Friday, February 11, 2011

Just one of those days...


Do you ever have one of these days? I sure am!
Lyla and I aren't finished breast feeding as per my below note. It all went downhill after she was upset at me for being gone, and I thought for sure my milk was gone too! Man was I wrong.... now she's feeding more than ever.

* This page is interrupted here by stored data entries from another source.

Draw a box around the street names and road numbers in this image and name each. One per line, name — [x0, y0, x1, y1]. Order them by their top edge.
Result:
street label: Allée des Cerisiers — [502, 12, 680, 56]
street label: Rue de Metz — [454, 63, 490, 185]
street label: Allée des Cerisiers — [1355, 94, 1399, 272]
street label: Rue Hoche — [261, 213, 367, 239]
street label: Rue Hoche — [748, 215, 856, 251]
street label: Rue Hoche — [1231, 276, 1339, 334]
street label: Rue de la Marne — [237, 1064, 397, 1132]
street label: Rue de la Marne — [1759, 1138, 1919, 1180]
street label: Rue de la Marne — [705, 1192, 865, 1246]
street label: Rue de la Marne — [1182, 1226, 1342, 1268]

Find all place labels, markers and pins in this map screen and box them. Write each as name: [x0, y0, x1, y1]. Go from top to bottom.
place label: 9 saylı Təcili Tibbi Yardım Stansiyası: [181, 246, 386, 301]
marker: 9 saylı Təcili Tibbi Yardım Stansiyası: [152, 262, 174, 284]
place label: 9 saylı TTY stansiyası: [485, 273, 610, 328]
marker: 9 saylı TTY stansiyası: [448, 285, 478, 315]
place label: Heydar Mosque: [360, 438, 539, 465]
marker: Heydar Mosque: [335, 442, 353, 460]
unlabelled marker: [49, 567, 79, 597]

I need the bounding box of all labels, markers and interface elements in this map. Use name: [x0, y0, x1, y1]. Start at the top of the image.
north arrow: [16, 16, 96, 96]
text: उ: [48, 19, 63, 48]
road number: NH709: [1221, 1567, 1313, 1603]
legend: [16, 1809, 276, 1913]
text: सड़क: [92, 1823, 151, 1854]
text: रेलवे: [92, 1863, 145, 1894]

Just got back from the Pediatrician. No help there. It wasn't our regular Doctor and this "fill in" just wasn't helping us at all. He told me that she will stop at some point. "DON'T GIVE IN". Well after thirty minutes of Lyla screaming at the office I think we scared everyone out of there. She had snot running down her face, she shoved her finger so far up her nose that she started crying even harder (if that was possible), my neck is clawed and sore, I can't think, and I wanted wine at 12pm. Houston, I think we have a problem.

I need to take control. Lyla can't get away with everything and if I keep it up she will be one of those cranky toddlers that bosses her parents around. Why is it so hard? She's 19 months old and she's in control.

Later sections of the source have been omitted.